**ACTIVITY:** After finding the line with "content:''; position:absolute; top:32px;" in the data below, set down exactly each line through the one with "font-size:20px; font-weight:400; color:var(--muted)", inclusive, and stop there.

(Stored items)
:::::

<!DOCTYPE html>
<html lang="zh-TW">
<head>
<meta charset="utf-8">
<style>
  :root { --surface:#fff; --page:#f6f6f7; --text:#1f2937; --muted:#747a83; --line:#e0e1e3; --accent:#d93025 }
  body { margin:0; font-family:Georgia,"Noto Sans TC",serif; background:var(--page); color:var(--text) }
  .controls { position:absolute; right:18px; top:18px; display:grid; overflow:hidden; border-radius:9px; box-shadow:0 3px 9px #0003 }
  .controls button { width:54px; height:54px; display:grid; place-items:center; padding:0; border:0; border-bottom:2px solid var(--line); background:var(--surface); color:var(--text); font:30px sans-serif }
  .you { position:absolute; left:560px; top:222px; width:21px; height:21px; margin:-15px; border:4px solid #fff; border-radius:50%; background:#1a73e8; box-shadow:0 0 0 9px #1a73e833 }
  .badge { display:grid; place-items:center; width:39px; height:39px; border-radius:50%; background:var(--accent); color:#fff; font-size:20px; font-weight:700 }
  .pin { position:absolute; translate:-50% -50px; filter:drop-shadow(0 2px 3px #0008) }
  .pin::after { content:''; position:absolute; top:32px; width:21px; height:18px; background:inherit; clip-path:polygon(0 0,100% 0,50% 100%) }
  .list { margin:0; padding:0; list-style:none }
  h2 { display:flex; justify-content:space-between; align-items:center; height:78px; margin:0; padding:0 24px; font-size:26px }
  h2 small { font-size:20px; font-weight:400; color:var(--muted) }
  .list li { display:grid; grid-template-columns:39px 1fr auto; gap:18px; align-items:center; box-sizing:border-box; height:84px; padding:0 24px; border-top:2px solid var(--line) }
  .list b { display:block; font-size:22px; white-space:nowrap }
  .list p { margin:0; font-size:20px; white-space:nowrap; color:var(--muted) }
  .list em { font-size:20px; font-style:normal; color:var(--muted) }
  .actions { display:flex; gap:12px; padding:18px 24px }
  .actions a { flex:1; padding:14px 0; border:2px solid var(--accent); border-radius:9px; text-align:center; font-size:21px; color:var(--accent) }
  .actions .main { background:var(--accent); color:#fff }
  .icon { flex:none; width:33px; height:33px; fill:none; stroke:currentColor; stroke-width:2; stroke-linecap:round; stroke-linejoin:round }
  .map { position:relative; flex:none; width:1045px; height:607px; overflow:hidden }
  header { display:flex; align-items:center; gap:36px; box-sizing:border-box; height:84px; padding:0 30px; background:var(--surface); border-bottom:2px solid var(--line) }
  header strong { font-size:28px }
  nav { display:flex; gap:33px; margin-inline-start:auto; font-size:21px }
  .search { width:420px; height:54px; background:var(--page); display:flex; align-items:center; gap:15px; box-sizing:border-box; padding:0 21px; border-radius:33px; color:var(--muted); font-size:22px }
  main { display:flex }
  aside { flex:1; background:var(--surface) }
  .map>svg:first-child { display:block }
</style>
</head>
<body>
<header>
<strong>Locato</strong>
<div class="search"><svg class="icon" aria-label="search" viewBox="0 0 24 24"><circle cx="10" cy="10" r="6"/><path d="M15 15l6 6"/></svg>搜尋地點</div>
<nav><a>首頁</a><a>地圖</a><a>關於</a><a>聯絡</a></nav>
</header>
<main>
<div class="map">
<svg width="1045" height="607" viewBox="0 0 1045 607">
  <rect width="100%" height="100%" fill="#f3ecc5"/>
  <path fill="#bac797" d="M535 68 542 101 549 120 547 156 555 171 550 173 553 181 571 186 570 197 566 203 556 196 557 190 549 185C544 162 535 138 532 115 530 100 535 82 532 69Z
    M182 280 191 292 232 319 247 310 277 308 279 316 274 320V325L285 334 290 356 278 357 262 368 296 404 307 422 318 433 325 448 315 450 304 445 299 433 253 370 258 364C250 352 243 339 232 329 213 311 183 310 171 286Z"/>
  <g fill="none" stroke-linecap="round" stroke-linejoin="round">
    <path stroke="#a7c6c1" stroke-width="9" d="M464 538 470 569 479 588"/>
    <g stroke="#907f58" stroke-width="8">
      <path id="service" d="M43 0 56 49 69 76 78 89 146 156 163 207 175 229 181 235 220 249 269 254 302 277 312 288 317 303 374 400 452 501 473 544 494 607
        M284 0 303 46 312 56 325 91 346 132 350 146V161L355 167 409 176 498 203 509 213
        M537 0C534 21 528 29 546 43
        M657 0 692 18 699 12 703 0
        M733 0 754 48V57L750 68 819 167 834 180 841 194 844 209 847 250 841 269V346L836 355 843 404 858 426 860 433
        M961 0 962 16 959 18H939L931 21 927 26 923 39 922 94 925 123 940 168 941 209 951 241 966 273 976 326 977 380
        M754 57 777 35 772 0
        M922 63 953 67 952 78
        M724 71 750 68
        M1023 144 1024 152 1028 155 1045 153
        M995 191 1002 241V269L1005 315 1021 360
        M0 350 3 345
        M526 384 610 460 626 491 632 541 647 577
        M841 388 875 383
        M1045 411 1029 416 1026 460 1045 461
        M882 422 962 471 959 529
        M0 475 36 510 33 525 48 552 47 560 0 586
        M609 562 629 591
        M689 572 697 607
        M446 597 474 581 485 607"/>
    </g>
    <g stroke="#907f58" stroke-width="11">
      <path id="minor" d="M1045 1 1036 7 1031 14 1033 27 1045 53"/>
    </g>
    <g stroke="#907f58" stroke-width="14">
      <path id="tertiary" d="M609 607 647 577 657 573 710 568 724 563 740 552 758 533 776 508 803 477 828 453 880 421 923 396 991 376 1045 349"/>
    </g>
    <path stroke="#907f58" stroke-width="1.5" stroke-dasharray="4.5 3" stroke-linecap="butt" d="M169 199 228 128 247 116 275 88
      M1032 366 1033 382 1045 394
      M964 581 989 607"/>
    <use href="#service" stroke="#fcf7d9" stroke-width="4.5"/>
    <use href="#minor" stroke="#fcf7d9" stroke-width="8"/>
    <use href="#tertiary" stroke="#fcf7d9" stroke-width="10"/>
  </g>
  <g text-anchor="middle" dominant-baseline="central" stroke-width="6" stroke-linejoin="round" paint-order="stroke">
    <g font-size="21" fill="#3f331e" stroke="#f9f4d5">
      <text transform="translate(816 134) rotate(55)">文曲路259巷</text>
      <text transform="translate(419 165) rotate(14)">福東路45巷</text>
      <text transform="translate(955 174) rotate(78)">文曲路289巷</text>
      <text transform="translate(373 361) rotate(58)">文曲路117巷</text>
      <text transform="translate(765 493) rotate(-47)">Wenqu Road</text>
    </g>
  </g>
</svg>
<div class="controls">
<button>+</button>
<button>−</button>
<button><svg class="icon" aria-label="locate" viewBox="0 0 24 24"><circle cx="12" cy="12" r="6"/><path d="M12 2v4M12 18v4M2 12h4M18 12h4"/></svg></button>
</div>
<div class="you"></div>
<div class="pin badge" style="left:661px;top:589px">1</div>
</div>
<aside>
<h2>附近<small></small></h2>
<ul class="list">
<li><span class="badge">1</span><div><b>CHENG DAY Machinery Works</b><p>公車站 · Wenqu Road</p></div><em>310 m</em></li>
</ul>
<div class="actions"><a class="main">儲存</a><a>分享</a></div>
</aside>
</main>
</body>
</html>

:::::

**RESULT OF THE EXERCISE:**
  .pin::after { content:''; position:absolute; top:32px; width:21px; height:18px; background:inherit; clip-path:polygon(0 0,100% 0,50% 100%) }
  .list { margin:0; padding:0; list-style:none }
  h2 { display:flex; justify-content:space-between; align-items:center; height:78px; margin:0; padding:0 24px; font-size:26px }
  h2 small { font-size:20px; font-weight:400; color:var(--muted) }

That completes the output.